Exercise: Omit every picture and write out the rest of the records exactly.

╭─ Supplied data

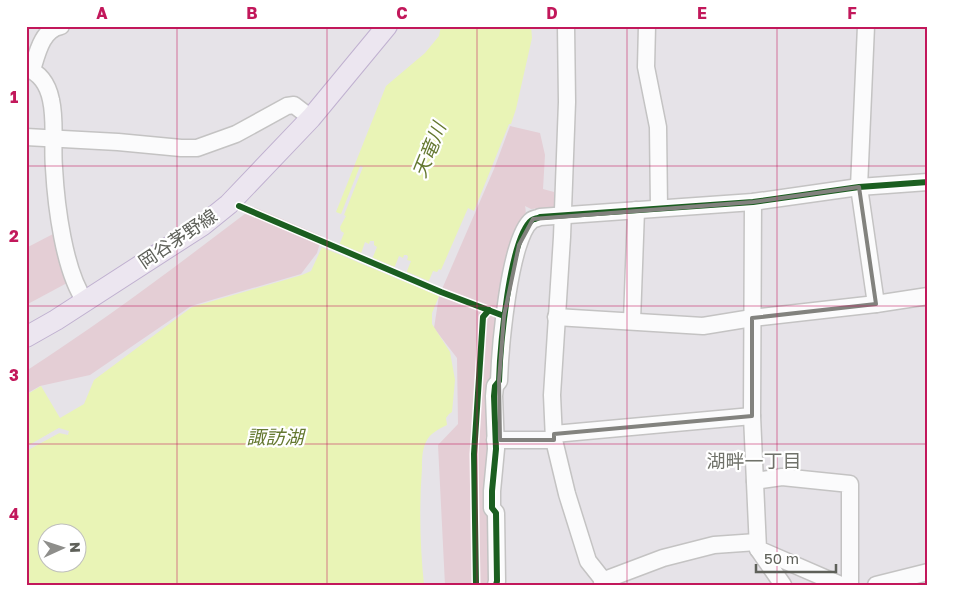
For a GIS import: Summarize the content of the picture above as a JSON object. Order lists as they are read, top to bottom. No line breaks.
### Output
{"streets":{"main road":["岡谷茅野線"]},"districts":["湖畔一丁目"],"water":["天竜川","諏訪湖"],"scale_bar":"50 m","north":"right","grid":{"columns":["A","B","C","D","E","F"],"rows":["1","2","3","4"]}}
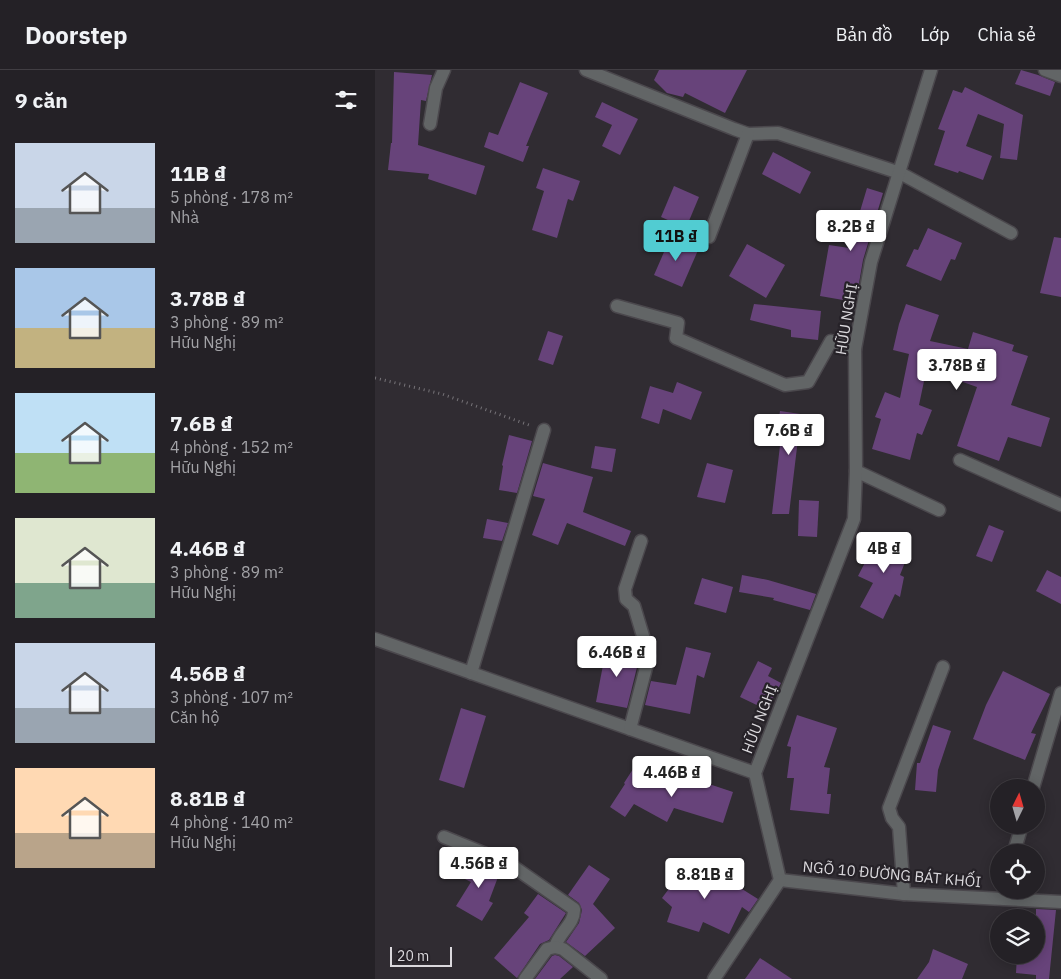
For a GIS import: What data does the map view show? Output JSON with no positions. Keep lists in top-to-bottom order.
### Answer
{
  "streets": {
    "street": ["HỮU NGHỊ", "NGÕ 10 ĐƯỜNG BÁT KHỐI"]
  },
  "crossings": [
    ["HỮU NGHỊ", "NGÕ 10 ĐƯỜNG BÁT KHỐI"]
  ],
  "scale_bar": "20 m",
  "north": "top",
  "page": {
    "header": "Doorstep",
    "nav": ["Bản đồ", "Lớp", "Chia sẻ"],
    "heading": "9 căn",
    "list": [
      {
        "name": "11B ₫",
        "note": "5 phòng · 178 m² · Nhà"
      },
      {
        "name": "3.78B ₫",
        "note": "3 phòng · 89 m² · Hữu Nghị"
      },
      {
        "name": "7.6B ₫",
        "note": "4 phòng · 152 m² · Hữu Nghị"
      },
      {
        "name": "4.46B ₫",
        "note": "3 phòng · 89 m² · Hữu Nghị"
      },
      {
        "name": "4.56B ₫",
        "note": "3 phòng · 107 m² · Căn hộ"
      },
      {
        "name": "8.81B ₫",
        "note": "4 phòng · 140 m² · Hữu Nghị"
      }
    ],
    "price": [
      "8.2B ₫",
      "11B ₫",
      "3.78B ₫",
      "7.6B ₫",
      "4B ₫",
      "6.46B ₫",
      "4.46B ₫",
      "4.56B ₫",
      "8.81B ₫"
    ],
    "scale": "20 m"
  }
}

╰─

Response to the task:
For a GIS import: Summarize the content of the picture above as a JSON object. Order lists as they are read, top to bottom. No line breaks.
### Output
{"streets":{"main road":["岡谷茅野線"]},"districts":["湖畔一丁目"],"water":["天竜川","諏訪湖"],"scale_bar":"50 m","north":"right","grid":{"columns":["A","B","C","D","E","F"],"rows":["1","2","3","4"]}}
For a GIS import: What data does the map view show? Output JSON with no positions. Keep lists in top-to-bottom order.
### Answer
{
  "streets": {
    "street": ["HỮU NGHỊ", "NGÕ 10 ĐƯỜNG BÁT KHỐI"]
  },
  "crossings": [
    ["HỮU NGHỊ", "NGÕ 10 ĐƯỜNG BÁT KHỐI"]
  ],
  "scale_bar": "20 m",
  "north": "top",
  "page": {
    "header": "Doorstep",
    "nav": ["Bản đồ", "Lớp", "Chia sẻ"],
    "heading": "9 căn",
    "list": [
      {
        "name": "11B ₫",
        "note": "5 phòng · 178 m² · Nhà"
      },
      {
        "name": "3.78B ₫",
        "note": "3 phòng · 89 m² · Hữu Nghị"
      },
      {
        "name": "7.6B ₫",
        "note": "4 phòng · 152 m² · Hữu Nghị"
      },
      {
        "name": "4.46B ₫",
        "note": "3 phòng · 89 m² · Hữu Nghị"
      },
      {
        "name": "4.56B ₫",
        "note": "3 phòng · 107 m² · Căn hộ"
      },
      {
        "name": "8.81B ₫",
        "note": "4 phòng · 140 m² · Hữu Nghị"
      }
    ],
    "price": [
      "8.2B ₫",
      "11B ₫",
      "3.78B ₫",
      "7.6B ₫",
      "4B ₫",
      "6.46B ₫",
      "4.46B ₫",
      "4.56B ₫",
      "8.81B ₫"
    ],
    "scale": "20 m"
  }
}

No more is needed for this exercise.